🤖 AI Summary
This work addresses the limitations of imitation learning in long-horizon tasks, where performance degrades due to error accumulation and excessive reliance on expert demonstrations. To overcome these challenges, the authors propose Cago, a novel method that integrates agent capability awareness into the goal-sampling process. Cago dynamically evaluates the agent’s current competence and adaptively selects intermediate goals that are slightly beyond its current ability, thereby constructing a progressive learning curriculum. By combining goal-conditioned reinforcement learning with imitation learning, Cago enables adaptive curriculum training without requiring perfect expert demonstrations, significantly reducing dependence on expert trajectories.

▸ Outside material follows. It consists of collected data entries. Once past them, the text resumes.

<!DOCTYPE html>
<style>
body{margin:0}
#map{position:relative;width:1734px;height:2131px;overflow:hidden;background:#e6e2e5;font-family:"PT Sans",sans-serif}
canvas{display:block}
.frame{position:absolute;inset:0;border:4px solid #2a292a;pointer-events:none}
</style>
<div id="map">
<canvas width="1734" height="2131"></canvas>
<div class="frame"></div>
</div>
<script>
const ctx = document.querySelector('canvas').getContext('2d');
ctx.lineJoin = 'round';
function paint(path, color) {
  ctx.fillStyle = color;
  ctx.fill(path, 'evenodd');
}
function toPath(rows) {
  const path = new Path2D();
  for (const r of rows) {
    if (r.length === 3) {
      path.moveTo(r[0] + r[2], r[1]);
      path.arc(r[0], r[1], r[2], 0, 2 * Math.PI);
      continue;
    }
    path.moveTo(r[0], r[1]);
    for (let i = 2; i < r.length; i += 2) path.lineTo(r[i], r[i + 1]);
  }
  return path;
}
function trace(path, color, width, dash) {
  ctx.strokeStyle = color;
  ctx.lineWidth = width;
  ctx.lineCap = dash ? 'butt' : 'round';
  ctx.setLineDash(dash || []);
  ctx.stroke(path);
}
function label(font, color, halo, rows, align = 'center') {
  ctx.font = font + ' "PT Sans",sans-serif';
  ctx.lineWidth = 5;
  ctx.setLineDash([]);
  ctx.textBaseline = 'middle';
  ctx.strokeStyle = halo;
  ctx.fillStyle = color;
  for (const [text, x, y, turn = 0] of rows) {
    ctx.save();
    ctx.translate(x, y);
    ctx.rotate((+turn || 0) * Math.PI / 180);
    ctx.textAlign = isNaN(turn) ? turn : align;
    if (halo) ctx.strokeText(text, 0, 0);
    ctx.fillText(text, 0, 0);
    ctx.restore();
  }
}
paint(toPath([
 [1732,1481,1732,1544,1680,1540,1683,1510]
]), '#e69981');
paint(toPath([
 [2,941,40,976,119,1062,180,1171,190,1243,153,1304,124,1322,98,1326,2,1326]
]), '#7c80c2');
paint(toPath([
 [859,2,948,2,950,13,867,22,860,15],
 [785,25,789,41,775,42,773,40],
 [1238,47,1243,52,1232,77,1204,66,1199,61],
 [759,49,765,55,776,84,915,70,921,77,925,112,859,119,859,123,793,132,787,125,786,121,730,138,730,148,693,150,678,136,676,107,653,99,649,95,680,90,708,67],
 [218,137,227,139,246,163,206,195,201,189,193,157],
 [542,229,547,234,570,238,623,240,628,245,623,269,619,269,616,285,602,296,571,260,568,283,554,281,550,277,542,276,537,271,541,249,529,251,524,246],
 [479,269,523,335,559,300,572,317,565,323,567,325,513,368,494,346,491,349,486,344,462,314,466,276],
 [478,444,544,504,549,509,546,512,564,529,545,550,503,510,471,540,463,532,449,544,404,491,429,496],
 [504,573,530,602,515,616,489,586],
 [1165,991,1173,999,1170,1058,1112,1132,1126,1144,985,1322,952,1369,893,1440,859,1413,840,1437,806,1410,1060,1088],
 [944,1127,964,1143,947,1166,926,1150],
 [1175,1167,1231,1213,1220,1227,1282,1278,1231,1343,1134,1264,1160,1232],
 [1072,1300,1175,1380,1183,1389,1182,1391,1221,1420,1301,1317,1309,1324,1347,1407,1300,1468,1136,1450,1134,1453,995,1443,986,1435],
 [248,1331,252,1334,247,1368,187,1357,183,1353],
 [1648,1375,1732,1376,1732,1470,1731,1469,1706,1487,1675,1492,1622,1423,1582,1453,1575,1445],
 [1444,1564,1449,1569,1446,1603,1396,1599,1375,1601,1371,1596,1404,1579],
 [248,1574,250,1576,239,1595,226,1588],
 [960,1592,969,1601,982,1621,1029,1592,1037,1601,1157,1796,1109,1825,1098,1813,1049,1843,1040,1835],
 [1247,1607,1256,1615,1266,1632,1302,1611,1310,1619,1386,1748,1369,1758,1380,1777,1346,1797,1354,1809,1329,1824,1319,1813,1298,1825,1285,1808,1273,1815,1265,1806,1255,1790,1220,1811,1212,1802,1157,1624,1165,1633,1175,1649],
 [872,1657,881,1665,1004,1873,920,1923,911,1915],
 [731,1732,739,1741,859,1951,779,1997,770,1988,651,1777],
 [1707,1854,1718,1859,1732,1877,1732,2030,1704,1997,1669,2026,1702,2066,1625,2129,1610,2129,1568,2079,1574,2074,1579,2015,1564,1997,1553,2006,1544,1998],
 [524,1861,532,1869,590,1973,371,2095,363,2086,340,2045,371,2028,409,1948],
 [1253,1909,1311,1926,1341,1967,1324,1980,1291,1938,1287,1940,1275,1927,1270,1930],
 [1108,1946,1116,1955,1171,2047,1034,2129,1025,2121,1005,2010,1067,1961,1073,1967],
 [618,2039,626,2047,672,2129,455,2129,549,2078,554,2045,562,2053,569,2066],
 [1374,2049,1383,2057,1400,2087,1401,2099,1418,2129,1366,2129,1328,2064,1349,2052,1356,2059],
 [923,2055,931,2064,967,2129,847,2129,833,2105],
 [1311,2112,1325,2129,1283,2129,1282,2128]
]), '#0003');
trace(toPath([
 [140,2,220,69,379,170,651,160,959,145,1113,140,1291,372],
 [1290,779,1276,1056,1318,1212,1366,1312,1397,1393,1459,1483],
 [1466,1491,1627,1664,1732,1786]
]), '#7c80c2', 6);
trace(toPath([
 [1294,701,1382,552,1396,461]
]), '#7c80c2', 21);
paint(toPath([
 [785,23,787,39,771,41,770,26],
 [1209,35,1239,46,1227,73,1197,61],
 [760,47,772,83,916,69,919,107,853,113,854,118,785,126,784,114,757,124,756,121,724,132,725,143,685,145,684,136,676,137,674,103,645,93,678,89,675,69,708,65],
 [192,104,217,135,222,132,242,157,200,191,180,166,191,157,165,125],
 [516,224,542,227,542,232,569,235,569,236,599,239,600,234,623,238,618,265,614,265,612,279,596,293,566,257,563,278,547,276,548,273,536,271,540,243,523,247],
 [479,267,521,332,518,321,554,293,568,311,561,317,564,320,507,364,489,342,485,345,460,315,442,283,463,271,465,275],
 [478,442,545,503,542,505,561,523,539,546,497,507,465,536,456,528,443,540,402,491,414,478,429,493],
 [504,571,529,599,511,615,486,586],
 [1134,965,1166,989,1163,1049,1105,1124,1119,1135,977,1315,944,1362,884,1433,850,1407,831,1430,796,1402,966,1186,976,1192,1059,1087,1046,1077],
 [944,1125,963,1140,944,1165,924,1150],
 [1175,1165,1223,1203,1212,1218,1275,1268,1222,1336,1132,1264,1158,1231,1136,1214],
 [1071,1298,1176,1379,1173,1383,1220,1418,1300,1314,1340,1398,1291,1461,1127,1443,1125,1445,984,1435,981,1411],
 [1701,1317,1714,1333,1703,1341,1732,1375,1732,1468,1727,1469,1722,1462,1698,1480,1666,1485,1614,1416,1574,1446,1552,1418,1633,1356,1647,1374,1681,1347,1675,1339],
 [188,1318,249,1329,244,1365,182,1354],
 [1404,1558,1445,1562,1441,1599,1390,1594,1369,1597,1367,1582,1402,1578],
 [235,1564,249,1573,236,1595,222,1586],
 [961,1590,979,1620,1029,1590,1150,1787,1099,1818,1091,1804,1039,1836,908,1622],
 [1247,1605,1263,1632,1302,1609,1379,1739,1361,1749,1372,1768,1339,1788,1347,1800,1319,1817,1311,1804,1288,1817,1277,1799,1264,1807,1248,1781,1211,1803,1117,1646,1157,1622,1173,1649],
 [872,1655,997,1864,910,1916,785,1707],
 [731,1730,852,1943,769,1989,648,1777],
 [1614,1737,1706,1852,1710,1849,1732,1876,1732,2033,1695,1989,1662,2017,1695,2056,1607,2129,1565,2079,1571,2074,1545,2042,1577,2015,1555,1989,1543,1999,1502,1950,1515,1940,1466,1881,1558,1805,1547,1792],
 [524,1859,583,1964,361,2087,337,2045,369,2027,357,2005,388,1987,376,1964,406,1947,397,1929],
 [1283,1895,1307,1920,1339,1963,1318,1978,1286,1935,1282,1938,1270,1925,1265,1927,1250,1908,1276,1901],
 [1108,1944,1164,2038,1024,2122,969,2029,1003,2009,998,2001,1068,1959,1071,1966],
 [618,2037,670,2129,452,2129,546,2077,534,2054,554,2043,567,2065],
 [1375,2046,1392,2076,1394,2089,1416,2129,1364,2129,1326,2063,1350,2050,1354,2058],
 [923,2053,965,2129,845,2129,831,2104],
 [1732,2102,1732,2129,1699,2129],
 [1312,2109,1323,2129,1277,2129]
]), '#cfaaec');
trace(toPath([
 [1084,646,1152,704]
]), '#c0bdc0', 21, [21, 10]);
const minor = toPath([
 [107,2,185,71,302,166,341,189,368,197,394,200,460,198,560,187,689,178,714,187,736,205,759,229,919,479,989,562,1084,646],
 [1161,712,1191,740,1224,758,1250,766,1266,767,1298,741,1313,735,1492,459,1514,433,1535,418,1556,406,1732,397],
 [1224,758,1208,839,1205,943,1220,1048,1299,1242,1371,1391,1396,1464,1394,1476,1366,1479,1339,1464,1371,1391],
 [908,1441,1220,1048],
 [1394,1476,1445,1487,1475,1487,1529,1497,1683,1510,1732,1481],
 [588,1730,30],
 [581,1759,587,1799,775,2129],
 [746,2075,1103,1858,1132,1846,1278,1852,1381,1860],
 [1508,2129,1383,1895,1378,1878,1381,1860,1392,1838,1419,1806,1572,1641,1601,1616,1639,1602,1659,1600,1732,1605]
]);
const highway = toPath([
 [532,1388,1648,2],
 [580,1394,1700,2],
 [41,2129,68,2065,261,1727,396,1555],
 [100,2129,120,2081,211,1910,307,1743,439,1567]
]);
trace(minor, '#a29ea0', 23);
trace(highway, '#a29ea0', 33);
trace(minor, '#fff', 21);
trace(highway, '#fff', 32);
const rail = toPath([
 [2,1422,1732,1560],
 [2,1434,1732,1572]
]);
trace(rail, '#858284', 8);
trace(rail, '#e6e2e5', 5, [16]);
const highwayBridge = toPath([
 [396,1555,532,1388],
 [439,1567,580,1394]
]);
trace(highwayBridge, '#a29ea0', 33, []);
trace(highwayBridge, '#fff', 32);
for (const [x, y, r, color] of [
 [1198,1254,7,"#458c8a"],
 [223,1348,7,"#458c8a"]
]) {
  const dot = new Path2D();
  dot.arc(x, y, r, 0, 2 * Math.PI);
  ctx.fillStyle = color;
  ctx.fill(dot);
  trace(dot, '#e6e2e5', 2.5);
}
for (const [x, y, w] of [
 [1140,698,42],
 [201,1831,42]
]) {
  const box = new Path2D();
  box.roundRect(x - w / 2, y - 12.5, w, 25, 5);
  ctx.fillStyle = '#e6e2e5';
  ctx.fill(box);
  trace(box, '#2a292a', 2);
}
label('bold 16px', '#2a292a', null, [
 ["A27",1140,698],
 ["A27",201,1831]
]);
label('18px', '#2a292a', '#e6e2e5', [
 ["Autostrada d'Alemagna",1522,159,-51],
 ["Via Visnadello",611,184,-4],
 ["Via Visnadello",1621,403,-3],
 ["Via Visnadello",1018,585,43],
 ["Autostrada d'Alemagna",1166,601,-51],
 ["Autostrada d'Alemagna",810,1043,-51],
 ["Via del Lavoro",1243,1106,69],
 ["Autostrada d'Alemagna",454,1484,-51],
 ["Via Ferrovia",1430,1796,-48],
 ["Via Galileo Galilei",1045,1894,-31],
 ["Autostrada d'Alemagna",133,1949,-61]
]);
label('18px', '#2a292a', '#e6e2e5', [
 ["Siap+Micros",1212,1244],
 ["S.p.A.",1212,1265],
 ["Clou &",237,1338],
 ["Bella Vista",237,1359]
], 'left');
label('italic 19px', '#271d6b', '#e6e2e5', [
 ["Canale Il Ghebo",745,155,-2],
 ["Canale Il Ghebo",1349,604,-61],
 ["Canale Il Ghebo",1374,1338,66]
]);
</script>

Empirical results across multiple sparse-reward, goal-directed tasks demonstrate that Cago consistently outperforms existing imitation learning baselines in both sample efficiency and final performance.
📝 Abstract
Despite its promise, imitation learning often fails in long-horizon environments where perfect replication of demonstrations is unrealistic and small errors can accumulate catastrophically. We introduce Cago (Capability-Aware Goal Sampling), a novel learning-from-demonstrations method that mitigates the brittle dependence on expert trajectories for direct imitation. Unlike prior methods that rely on demonstrations only for policy initialization or reward shaping, Cago dynamically tracks the agent's competence along expert trajectories and uses this signal to select intermediate steps--goals that are just beyond the agent's current reach--to guide learning. This results in an adaptive curriculum that enables steady progress toward solving the full task. Empirical results demonstrate that Cago significantly improves sample efficiency and final performance across a range of sparse-reward, goal-conditioned tasks, consistently outperforming existing learning from-demonstrations baselines.